Co-leader and guitarist Stewart remains distant behind dark glasses throughout, and the other players are clearly relegated to backing roles--save for a few show-stealing harmonica solos from Jimmy Zavala and a so-so duet with backup singer Joniece Jamison on Eurythmics’ 20-years-too-late feminist anthem “Sisters Are Doin’ It for Themselves.” Firebrand that she is, Lennox can’t hold you for these 92 minutes without a worthy foil.

Not helping at all are some terribly symbolic linking scenes--of band members off-stage, mumbling and staring--which make Prince’s own symbolic linking scenes seem positively lucid by comparison.
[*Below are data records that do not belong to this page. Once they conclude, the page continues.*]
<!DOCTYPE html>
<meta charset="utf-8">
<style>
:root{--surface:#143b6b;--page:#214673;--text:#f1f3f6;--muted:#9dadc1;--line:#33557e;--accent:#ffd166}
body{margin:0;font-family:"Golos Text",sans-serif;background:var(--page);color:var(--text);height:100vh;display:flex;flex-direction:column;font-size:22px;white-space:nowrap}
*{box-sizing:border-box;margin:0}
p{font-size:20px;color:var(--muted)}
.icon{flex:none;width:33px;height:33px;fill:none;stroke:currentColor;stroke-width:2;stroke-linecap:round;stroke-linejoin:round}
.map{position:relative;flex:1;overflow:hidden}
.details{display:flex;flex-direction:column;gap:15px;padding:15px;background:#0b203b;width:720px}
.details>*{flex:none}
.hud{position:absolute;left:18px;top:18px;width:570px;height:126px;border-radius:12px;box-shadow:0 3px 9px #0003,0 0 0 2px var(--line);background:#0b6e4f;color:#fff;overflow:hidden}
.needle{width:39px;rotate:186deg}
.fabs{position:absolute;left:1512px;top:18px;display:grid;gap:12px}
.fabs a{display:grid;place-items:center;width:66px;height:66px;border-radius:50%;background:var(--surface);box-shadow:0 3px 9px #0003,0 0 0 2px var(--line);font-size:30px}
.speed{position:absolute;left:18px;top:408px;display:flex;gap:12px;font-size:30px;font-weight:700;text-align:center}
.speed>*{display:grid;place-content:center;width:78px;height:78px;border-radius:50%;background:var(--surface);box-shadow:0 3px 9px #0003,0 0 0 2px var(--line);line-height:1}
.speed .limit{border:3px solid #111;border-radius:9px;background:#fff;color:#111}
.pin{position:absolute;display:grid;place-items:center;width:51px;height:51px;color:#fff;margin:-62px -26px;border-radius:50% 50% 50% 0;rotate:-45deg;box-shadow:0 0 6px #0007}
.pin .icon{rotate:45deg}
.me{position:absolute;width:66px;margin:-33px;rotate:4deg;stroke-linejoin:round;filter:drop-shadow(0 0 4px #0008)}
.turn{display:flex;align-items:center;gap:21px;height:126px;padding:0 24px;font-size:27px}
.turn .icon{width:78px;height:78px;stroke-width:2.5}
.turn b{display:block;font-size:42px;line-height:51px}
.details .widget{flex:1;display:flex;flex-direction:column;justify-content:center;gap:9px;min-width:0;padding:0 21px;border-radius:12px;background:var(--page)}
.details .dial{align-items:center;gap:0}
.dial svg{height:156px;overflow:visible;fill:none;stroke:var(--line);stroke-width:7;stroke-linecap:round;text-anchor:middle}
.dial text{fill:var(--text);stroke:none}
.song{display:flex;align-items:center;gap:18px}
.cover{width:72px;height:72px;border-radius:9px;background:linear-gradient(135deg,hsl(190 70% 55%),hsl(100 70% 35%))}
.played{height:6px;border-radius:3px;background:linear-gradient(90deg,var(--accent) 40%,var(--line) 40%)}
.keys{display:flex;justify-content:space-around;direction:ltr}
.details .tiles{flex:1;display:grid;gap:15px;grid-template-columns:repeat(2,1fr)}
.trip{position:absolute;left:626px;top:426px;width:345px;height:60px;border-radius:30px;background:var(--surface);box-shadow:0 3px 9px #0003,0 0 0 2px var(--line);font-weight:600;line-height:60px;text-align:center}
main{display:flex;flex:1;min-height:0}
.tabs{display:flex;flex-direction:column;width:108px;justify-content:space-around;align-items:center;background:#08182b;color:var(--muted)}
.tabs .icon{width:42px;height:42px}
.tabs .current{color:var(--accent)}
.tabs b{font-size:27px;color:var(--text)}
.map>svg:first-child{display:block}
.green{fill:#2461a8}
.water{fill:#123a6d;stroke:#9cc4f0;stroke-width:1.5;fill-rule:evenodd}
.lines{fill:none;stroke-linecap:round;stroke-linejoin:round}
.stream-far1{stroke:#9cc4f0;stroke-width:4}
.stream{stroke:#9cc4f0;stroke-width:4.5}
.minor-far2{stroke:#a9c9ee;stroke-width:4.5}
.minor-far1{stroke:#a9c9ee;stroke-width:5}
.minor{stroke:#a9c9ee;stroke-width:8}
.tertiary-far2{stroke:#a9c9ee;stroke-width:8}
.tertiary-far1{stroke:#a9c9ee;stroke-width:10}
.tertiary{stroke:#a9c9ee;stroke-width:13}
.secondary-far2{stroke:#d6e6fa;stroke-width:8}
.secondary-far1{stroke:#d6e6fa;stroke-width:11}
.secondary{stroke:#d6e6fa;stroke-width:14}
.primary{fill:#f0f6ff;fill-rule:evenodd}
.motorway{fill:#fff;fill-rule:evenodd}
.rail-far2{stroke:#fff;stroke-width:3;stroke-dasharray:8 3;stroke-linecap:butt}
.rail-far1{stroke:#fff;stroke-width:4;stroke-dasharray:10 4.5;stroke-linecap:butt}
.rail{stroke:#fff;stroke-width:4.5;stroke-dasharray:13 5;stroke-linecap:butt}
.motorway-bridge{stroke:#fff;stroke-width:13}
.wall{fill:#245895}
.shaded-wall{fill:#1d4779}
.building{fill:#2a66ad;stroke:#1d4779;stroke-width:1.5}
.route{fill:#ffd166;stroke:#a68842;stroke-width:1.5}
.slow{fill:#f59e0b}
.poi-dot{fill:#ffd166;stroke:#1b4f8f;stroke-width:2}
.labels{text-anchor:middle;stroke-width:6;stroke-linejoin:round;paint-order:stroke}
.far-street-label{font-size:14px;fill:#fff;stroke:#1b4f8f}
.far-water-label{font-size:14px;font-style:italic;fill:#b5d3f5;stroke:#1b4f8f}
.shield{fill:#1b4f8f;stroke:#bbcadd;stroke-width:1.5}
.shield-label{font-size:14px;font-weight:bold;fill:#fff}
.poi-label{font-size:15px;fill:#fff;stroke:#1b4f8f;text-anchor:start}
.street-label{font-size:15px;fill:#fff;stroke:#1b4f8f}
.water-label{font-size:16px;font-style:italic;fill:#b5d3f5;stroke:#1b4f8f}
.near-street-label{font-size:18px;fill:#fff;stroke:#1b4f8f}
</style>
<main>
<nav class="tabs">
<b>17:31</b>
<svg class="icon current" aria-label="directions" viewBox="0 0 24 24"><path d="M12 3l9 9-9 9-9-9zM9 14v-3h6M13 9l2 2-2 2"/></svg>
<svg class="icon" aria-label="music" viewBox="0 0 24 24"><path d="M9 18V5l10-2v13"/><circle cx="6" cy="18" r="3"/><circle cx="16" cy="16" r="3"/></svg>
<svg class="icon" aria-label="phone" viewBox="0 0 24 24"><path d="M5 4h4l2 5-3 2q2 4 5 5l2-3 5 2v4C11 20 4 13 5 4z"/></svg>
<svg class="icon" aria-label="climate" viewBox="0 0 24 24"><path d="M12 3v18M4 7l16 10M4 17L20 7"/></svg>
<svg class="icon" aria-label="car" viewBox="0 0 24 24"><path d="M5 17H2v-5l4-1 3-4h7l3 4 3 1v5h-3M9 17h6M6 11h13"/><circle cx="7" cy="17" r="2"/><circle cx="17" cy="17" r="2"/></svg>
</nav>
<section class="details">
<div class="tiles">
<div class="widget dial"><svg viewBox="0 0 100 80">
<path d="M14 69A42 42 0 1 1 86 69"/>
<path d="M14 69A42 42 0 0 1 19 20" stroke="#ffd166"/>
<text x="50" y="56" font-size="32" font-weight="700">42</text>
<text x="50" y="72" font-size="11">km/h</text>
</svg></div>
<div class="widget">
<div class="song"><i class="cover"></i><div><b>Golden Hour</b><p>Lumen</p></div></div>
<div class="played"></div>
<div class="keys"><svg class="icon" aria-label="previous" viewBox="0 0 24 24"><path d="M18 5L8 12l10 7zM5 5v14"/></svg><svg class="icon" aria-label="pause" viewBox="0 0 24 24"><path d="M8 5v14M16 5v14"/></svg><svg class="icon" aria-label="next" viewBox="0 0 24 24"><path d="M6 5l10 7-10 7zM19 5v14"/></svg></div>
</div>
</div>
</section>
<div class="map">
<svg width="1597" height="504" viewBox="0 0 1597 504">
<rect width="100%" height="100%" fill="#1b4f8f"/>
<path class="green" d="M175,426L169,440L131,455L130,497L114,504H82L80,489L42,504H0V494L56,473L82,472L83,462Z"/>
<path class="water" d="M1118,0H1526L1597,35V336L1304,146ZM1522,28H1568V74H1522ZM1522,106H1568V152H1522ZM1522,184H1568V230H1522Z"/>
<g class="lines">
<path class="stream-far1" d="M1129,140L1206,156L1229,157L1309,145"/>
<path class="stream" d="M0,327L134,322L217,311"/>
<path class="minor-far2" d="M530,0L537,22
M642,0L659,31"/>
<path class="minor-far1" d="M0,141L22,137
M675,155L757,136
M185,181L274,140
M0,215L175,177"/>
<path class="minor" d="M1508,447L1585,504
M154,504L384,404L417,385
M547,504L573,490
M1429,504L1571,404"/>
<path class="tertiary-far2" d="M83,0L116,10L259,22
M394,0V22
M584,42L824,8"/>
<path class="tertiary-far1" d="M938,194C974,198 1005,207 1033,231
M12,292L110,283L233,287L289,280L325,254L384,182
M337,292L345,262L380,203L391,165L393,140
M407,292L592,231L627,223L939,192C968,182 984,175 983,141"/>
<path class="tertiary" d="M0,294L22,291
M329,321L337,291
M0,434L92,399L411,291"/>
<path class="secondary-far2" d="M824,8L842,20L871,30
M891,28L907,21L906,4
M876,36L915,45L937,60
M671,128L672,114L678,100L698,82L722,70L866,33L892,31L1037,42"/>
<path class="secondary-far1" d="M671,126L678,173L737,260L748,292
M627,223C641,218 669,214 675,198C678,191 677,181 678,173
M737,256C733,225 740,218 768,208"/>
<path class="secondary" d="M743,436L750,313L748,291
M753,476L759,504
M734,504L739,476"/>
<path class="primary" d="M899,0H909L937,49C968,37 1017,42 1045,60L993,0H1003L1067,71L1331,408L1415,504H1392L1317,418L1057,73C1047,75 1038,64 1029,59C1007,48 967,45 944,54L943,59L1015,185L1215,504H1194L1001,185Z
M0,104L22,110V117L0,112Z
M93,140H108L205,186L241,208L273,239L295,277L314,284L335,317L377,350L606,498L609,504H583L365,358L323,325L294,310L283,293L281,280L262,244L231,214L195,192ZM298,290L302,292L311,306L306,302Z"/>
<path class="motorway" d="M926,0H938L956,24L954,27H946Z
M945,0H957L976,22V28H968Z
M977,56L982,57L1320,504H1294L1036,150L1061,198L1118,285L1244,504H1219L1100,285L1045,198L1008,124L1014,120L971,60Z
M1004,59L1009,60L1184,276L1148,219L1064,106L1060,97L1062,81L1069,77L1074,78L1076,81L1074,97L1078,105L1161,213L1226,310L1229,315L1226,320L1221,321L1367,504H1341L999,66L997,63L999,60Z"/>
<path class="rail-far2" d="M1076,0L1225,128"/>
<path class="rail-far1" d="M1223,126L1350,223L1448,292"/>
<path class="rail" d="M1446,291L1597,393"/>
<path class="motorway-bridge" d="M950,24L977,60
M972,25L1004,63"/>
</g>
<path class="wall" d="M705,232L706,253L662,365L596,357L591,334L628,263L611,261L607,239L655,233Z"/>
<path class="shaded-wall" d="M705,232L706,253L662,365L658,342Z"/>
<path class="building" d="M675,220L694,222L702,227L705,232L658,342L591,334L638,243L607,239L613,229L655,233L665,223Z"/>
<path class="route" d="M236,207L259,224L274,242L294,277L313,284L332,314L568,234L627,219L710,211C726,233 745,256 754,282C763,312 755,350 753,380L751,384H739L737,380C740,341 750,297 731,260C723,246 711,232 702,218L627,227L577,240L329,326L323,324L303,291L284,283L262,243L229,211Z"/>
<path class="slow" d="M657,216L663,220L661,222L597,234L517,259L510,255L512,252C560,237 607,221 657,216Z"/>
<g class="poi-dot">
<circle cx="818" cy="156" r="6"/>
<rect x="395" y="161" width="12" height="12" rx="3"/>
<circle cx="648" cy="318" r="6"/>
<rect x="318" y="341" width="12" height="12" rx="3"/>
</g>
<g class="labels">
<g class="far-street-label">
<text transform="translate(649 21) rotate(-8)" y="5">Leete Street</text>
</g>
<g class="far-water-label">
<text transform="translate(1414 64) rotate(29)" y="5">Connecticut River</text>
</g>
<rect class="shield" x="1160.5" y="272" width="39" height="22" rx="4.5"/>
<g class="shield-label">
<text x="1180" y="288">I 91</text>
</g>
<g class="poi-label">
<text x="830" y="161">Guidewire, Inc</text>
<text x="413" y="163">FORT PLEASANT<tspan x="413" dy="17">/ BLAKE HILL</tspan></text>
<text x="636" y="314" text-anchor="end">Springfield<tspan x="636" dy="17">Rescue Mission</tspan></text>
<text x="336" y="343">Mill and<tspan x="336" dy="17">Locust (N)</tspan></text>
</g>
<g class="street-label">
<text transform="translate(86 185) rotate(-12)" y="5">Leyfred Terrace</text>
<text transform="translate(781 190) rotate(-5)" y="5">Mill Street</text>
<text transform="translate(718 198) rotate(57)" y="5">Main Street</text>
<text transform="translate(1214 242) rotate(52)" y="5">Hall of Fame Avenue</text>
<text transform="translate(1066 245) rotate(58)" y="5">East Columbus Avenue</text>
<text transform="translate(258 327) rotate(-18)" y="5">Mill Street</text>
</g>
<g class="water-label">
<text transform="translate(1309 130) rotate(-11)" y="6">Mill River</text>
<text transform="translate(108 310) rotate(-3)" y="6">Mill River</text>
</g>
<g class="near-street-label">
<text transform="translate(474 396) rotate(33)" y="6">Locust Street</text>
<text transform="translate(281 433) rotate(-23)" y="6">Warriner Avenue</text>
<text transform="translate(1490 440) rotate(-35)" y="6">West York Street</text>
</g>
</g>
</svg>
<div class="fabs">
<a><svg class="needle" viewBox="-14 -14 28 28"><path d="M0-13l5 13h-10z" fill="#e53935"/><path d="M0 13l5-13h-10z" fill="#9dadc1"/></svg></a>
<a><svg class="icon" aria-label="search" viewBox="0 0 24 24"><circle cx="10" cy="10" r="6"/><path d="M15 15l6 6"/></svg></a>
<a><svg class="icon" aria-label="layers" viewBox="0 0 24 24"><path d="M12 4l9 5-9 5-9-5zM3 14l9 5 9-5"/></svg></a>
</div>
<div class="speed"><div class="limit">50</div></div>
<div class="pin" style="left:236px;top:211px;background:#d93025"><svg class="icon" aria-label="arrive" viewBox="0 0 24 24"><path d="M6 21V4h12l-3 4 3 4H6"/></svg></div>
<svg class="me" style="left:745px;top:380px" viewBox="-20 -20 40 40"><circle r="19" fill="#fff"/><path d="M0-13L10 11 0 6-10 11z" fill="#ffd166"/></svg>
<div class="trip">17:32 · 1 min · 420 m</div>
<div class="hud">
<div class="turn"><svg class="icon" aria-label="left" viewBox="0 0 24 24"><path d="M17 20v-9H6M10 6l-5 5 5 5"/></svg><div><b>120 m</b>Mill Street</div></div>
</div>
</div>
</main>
One area in which “Eurythmics Live” (Times-rated: Family) does rate favorably against “Sign ‘O’ the Times,” however, is its cinematography, inventive within its limitations. Whereas Prince took the liberty of considerable reshooting on a sound stage, director Geoff Wonfor and cinematographer David Cox presumably filmed all this footage during the course of one concert last February in Sydney, Australia.

And even with Lennox providing the vast bulk of the action, you can still appreciate the way Wonfor and Cox pan across the stage to establish as much of the connectedness of the players as possible--and the way that editor Andy Matthews avoids the obvious cuts and sometimes lets the film linger on a musician’s face in the telling moments right before or after a solo.